Kepala Bidang Operasional dan Pemeliharaan, Dedi Kurniawan, ST, mengatakan salah satu upaya yang dilakukan yakni rehabilitasi dan pemeliharaan bangunan serta saluran air di sejumlah lokasi.
“Rehabilitasi dan pemeliharaan bangunan serta saluran air dilakukan di 190 lokasi. Ini untuk memastikan seluruh infrastruktur dapat berfungsi dengan baik dalam menghadapi peningkatan curah hujan,” ujar Dedi, Kamis (10/9/2026).
Selain saluran air, pemeliharaan berkala terhadap pintu-pintu air juga dilakukan. Pengoperasian dam dan pintu air terus dioptimalkan agar pengaturan aliran dapat dilakukan secara cepat dan tepat ketika debit air meningkat.
Untuk mempercepat pematusan di wilayah yang berpotensi mengalami genangan, saat ini telah tersedia tiga stasiun pompa. Dua unit berada di Lingkungan Lebak, Kelurahan Tukangkayu, dan satu unit di Lingkungan Ujung, Kelurahan Kepatihan.
“Stasiun pompa tersebut diharapkan dapat mempercepat pengaliran air, terutama di daerah yang memiliki potensi genangan,” jelasnya.

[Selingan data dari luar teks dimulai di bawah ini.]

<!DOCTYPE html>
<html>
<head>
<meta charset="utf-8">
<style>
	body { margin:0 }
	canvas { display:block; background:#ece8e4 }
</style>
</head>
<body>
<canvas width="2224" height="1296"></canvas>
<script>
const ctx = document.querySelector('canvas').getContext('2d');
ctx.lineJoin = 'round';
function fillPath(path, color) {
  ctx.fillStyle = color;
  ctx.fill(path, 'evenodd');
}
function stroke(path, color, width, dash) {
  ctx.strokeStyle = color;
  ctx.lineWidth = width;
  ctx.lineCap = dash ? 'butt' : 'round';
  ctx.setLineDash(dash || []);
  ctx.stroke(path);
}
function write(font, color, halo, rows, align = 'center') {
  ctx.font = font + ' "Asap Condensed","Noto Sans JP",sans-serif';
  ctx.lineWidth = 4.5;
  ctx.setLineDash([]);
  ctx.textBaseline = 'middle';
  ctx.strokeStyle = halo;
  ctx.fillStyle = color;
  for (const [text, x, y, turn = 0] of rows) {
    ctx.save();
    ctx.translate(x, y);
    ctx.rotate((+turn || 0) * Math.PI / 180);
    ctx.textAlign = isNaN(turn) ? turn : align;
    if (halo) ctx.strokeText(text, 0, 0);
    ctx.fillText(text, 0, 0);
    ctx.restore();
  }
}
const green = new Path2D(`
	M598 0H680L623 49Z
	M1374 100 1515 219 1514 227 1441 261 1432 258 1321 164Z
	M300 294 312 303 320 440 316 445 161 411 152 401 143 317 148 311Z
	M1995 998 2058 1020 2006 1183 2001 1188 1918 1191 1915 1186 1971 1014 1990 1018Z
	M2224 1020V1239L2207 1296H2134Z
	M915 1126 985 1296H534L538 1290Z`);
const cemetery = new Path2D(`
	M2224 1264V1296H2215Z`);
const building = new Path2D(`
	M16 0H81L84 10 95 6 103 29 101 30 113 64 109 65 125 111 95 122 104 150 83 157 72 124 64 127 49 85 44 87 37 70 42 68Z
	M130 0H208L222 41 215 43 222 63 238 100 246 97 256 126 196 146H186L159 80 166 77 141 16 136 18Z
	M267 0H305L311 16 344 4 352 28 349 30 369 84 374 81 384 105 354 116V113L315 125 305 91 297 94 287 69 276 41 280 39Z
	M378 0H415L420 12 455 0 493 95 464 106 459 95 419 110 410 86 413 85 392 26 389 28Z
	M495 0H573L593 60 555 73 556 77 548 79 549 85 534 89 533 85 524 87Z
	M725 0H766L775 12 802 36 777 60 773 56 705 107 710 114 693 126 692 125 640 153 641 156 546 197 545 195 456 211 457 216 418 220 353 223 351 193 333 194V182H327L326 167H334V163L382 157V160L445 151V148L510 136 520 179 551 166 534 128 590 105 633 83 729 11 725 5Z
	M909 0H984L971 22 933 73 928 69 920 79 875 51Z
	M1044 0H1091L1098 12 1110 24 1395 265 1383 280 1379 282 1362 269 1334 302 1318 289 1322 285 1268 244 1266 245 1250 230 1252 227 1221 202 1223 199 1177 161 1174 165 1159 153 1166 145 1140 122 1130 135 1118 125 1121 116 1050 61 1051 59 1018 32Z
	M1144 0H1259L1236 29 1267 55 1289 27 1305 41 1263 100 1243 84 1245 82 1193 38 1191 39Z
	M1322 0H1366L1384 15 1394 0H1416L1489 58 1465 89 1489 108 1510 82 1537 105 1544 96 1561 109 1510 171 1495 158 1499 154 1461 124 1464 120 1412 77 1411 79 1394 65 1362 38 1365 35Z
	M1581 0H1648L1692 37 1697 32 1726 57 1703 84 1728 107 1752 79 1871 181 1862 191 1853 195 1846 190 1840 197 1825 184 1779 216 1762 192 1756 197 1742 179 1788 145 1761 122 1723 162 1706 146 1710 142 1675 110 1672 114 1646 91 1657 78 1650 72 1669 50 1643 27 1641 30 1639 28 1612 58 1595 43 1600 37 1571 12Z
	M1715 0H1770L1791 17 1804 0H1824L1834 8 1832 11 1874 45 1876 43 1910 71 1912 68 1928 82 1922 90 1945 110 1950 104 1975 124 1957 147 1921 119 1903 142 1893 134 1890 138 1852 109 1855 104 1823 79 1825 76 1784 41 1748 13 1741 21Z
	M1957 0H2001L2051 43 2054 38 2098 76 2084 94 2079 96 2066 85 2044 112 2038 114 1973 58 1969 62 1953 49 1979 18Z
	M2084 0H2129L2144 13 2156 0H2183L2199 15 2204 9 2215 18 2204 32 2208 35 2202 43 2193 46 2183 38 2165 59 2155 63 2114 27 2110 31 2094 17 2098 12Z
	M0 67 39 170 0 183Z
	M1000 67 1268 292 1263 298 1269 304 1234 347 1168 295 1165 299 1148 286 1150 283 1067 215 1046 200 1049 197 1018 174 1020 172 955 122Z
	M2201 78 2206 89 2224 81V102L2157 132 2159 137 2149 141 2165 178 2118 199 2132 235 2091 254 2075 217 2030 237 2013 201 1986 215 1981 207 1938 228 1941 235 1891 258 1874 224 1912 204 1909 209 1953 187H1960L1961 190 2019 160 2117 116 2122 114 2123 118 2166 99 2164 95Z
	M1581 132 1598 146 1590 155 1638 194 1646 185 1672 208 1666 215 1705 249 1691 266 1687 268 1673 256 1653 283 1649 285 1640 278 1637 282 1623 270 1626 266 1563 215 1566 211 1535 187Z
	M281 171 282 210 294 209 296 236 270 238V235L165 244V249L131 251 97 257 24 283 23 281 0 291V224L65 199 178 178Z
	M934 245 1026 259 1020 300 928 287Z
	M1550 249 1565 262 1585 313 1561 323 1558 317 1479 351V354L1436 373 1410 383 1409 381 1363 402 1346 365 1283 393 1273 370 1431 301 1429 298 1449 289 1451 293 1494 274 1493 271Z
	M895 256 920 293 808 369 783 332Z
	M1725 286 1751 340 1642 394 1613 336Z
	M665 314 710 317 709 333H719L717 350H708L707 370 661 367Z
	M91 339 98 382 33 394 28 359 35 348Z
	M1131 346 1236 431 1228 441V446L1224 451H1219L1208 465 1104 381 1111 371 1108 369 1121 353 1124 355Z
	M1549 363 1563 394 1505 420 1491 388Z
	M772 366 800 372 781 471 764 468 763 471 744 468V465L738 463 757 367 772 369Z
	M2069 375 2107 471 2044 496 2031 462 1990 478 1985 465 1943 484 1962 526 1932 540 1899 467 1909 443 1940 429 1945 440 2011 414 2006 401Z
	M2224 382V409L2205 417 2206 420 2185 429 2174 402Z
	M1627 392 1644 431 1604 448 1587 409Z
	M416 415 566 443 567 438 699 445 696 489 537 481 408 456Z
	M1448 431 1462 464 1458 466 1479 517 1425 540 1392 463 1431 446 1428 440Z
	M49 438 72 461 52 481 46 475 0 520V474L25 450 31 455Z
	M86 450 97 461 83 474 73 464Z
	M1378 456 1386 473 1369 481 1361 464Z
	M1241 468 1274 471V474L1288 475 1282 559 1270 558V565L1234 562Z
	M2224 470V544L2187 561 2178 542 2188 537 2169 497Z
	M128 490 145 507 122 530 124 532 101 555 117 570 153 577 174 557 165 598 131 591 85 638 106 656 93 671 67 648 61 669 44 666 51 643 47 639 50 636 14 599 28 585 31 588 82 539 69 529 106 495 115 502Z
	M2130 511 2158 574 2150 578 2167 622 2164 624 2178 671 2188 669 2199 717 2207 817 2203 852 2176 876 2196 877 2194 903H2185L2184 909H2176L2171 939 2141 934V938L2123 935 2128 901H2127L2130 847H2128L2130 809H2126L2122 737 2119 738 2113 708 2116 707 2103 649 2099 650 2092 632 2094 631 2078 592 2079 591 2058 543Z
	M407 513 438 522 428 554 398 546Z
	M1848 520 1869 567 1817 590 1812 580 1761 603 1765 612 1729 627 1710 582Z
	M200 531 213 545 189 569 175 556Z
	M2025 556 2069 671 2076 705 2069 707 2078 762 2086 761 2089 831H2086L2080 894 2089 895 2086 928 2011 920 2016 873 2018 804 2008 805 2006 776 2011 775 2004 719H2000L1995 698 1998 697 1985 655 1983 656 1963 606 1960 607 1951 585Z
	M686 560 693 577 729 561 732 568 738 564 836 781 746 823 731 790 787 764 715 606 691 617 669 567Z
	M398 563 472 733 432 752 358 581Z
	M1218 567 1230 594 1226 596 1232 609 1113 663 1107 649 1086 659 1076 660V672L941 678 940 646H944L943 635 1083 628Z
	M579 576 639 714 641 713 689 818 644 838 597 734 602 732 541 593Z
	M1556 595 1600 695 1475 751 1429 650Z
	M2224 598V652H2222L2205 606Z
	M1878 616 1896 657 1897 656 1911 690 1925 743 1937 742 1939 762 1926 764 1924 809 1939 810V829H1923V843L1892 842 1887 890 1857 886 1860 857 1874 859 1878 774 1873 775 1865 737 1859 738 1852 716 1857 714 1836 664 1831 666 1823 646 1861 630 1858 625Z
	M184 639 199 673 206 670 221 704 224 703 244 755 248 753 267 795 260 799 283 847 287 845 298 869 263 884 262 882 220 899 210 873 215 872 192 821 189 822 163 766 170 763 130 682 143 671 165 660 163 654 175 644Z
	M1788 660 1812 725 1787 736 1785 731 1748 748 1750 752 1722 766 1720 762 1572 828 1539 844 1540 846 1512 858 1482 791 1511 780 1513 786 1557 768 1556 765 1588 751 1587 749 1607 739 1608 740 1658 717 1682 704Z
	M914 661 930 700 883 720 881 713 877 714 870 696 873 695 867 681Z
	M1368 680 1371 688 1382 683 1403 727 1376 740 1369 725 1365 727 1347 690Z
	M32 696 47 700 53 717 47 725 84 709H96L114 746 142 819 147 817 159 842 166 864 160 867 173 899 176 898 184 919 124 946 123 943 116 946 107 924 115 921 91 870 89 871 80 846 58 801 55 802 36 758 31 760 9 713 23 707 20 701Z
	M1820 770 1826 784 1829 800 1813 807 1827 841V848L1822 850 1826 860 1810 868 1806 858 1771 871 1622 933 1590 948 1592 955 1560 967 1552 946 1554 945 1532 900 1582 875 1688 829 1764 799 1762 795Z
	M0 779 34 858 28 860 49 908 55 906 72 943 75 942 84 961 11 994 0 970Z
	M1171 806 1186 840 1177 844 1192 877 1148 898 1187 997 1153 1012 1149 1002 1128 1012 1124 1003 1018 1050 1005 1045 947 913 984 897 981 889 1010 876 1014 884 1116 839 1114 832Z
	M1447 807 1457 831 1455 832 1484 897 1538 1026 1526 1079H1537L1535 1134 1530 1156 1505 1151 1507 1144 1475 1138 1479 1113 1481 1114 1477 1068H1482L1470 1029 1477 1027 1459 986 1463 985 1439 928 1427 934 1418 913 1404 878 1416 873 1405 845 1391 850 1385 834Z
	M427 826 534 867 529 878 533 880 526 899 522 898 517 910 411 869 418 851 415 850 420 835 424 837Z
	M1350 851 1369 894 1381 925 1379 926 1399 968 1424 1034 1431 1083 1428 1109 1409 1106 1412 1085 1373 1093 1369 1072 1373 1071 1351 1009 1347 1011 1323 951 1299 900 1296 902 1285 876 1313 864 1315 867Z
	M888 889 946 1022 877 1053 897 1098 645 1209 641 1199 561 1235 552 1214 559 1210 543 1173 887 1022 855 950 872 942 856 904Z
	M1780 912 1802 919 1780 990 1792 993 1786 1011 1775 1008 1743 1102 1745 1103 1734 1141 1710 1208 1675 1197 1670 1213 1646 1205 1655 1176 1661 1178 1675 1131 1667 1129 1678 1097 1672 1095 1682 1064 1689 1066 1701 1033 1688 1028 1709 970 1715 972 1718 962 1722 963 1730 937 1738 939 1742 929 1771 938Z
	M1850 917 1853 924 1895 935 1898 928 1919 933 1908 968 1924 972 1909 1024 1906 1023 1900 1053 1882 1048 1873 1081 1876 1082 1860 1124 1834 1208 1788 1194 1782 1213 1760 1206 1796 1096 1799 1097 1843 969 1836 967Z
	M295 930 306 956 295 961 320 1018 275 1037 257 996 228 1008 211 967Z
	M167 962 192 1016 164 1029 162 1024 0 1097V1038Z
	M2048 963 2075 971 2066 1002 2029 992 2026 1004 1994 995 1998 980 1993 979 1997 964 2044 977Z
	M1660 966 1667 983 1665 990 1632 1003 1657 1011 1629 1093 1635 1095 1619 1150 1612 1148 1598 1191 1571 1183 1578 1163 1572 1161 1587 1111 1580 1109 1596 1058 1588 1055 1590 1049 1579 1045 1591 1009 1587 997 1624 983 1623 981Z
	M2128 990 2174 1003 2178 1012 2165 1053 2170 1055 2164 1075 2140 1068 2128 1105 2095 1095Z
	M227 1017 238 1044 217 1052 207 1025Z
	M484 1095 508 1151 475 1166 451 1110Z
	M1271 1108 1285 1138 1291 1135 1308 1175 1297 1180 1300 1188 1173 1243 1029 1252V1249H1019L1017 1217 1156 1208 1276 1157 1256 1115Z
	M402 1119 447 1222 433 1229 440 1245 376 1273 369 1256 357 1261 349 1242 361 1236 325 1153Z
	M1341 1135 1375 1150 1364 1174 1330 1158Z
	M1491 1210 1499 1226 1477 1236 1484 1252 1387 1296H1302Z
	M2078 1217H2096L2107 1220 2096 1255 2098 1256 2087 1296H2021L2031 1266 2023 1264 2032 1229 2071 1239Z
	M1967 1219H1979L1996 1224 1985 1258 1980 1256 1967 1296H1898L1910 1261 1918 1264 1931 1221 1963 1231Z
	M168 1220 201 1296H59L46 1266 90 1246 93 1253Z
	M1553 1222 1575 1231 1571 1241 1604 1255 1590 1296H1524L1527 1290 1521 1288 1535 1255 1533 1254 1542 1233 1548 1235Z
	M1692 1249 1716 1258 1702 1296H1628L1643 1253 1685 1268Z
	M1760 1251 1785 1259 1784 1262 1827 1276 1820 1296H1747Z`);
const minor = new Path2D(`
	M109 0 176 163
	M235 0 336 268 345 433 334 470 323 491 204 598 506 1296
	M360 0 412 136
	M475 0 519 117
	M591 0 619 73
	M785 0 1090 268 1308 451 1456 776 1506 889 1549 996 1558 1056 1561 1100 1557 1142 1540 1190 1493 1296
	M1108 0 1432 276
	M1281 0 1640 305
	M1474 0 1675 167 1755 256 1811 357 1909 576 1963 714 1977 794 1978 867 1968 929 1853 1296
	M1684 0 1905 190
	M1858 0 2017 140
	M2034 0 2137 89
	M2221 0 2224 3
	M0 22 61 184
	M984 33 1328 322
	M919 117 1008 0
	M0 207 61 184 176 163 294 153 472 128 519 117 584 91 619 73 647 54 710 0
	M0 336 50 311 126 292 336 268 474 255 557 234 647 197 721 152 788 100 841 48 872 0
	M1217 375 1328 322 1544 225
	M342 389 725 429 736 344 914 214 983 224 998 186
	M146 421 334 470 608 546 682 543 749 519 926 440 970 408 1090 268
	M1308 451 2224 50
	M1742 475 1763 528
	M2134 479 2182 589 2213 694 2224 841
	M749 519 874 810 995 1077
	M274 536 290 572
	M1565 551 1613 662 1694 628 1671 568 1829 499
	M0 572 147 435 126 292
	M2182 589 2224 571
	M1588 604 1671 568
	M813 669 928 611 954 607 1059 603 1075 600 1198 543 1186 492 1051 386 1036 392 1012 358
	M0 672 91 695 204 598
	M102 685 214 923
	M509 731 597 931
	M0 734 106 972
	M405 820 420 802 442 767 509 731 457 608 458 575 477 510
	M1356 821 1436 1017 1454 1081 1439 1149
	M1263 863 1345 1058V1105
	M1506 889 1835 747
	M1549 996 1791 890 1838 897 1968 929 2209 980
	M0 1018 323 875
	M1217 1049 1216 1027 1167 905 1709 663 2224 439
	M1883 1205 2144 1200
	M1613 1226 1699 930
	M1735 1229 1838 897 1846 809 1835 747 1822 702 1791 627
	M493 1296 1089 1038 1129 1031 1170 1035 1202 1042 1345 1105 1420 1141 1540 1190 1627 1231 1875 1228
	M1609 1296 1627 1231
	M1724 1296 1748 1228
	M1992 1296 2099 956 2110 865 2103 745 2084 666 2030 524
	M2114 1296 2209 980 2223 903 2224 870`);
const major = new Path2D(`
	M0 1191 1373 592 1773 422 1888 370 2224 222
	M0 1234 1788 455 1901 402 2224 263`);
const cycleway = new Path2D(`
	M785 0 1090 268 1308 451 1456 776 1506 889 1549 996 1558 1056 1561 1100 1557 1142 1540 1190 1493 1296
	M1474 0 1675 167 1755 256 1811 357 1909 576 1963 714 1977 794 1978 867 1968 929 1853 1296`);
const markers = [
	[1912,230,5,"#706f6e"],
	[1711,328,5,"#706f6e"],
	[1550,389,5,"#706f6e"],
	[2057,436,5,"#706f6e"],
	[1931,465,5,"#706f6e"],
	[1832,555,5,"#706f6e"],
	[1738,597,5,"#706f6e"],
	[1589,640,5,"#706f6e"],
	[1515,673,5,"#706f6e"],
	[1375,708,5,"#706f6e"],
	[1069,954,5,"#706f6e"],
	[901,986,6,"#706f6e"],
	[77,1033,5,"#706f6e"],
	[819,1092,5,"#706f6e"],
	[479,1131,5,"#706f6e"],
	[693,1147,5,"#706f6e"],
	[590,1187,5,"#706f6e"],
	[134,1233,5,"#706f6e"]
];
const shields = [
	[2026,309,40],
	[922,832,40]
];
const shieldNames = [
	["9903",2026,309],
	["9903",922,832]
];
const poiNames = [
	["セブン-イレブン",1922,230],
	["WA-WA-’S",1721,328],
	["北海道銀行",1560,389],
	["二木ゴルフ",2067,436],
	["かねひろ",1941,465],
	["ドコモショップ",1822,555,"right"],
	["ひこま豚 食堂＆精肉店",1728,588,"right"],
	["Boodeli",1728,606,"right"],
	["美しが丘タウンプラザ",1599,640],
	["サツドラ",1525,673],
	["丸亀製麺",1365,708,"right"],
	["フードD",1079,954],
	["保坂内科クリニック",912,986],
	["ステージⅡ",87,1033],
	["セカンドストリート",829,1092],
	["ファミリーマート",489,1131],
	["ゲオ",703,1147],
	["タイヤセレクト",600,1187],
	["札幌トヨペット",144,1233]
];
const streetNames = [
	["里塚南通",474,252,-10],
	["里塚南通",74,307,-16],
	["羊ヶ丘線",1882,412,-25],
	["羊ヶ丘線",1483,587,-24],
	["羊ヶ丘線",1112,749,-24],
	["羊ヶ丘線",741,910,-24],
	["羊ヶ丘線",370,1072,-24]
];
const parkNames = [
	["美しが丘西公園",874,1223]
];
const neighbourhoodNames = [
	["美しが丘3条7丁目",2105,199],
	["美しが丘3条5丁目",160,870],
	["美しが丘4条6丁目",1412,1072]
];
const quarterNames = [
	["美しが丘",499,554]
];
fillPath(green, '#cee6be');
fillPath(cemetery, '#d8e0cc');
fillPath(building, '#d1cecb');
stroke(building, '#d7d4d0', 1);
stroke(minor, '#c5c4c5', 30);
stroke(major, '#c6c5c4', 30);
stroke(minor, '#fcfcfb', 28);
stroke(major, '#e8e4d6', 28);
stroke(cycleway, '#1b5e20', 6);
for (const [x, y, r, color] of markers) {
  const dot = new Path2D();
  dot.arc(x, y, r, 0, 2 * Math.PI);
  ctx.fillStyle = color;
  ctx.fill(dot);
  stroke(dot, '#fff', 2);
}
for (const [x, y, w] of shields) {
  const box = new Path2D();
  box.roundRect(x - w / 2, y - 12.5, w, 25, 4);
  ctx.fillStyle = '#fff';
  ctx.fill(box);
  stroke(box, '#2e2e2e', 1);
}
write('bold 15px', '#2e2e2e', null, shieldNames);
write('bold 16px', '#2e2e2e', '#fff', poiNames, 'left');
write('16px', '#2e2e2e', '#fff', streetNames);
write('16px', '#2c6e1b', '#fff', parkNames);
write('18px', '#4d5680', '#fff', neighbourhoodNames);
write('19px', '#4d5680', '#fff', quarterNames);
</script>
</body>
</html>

Kesiapsiagaan juga diperkuat dengan menyiagakan dua unit alat berat jenis excavator untuk penanganan kondisi darurat di lapangan. Selain itu, empat unit pompa mobile disiapkan dan dapat dimobilisasi ke wilayah yang membutuhkan penanganan genangan secara cepat.
Upaya mitigasi turut dilakukan melalui koordinasi dengan Badan Penanggulangan Bencana Daerah (BPBD) Kabupaten Banyuwangi. Sinergi lintas sektor tersebut diharapkan mampu mempercepat respons apabila terjadi banjir maupun kondisi darurat akibat peningkatan curah hujan.(*)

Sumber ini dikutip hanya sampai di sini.